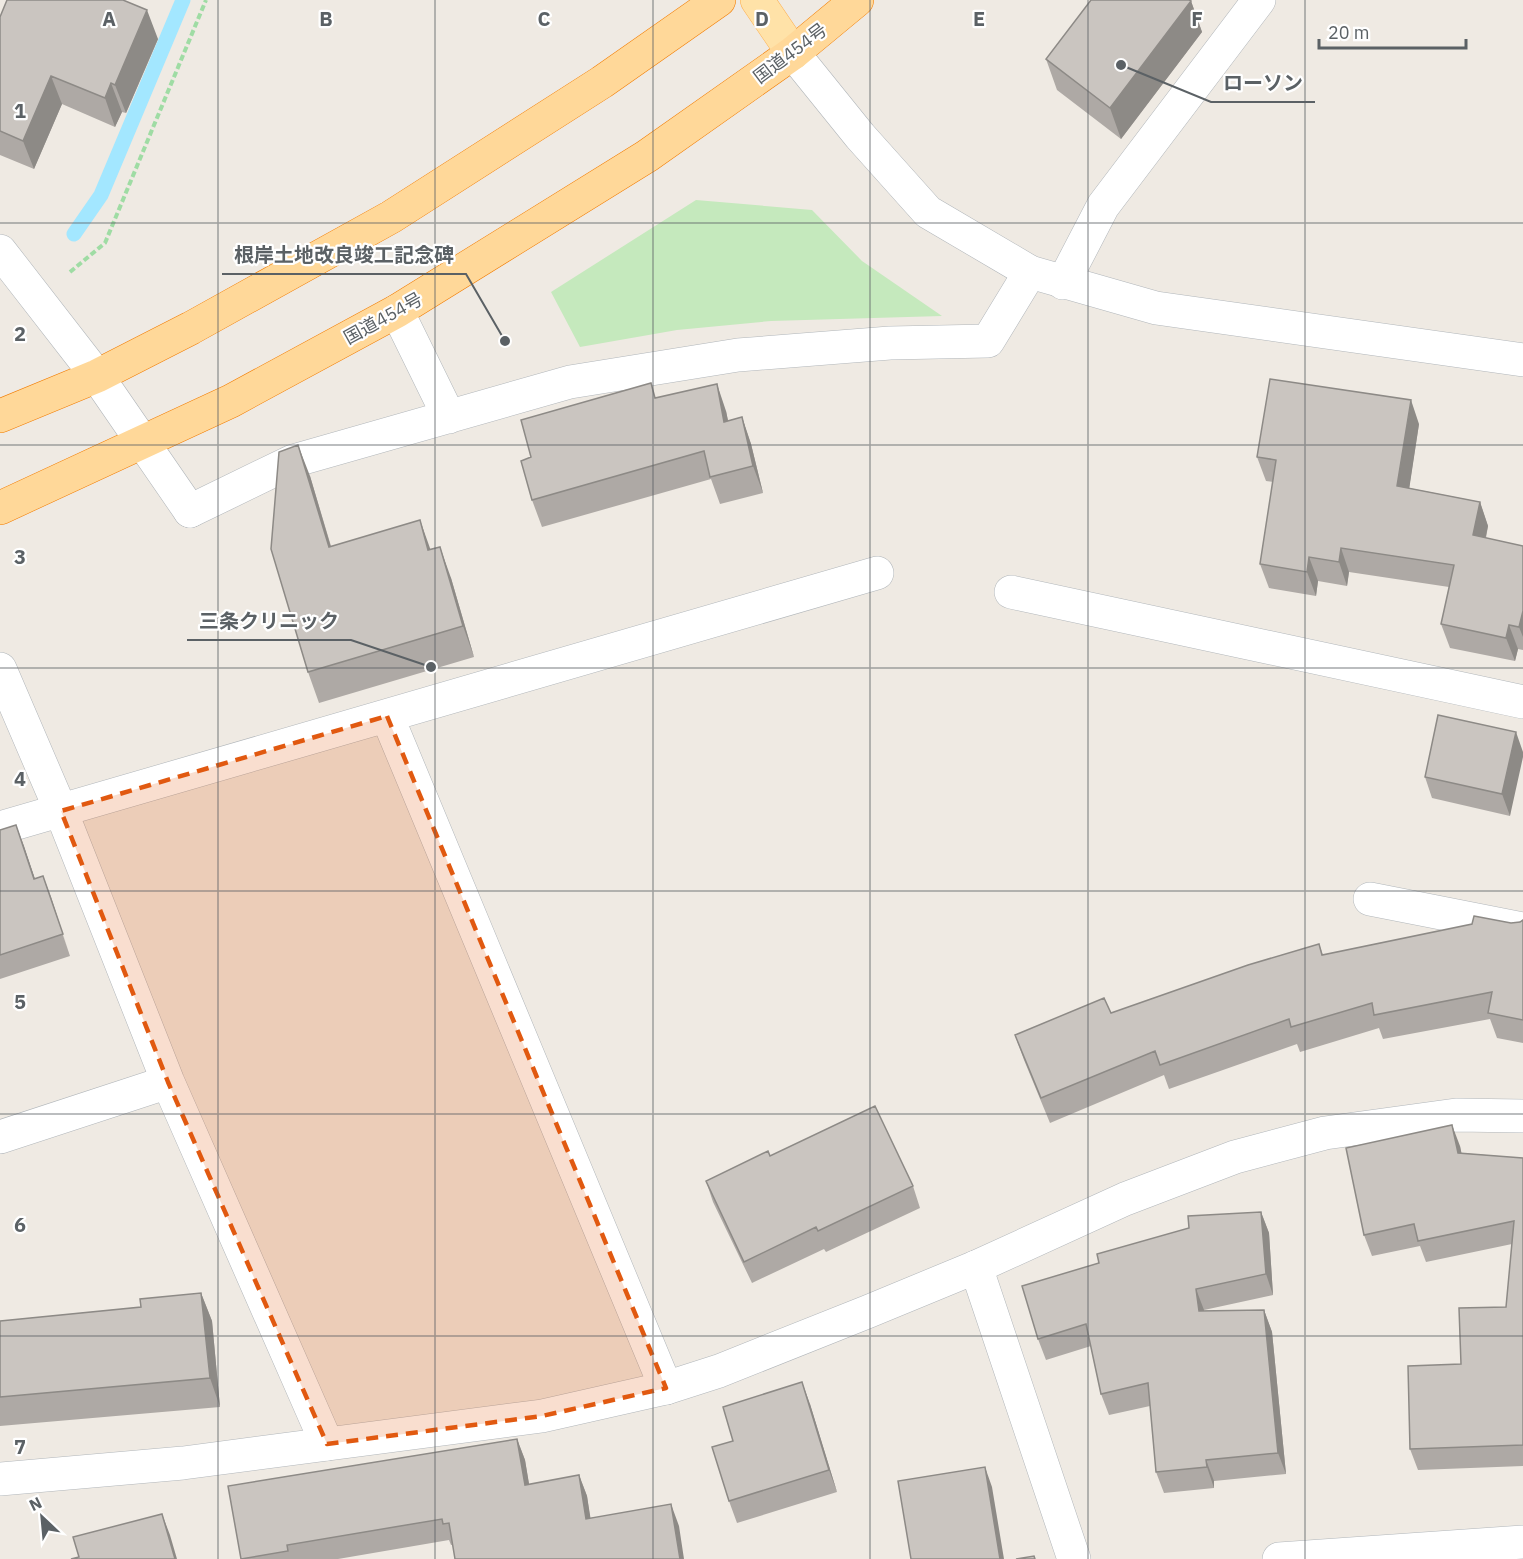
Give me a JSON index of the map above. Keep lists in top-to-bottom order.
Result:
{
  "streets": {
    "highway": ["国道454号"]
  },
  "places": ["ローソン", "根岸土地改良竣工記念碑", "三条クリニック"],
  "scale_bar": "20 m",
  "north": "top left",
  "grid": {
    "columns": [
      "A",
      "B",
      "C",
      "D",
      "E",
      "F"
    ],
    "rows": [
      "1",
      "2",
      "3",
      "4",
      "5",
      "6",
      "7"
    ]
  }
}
━━━━━━━━━━━━━━━━━━━━
Set down the records precisely as they appear. Any picture stays out.

◆ RESPONSE TO THIS TASK:
Give me a JSON index of the map above. Keep lists in top-to-bottom order.
Result:
{
  "streets": {
    "highway": ["国道454号"]
  },
  "places": ["ローソン", "根岸土地改良竣工記念碑", "三条クリニック"],
  "scale_bar": "20 m",
  "north": "top left",
  "grid": {
    "columns": [
      "A",
      "B",
      "C",
      "D",
      "E",
      "F"
    ],
    "rows": [
      "1",
      "2",
      "3",
      "4",
      "5",
      "6",
      "7"
    ]
  }
}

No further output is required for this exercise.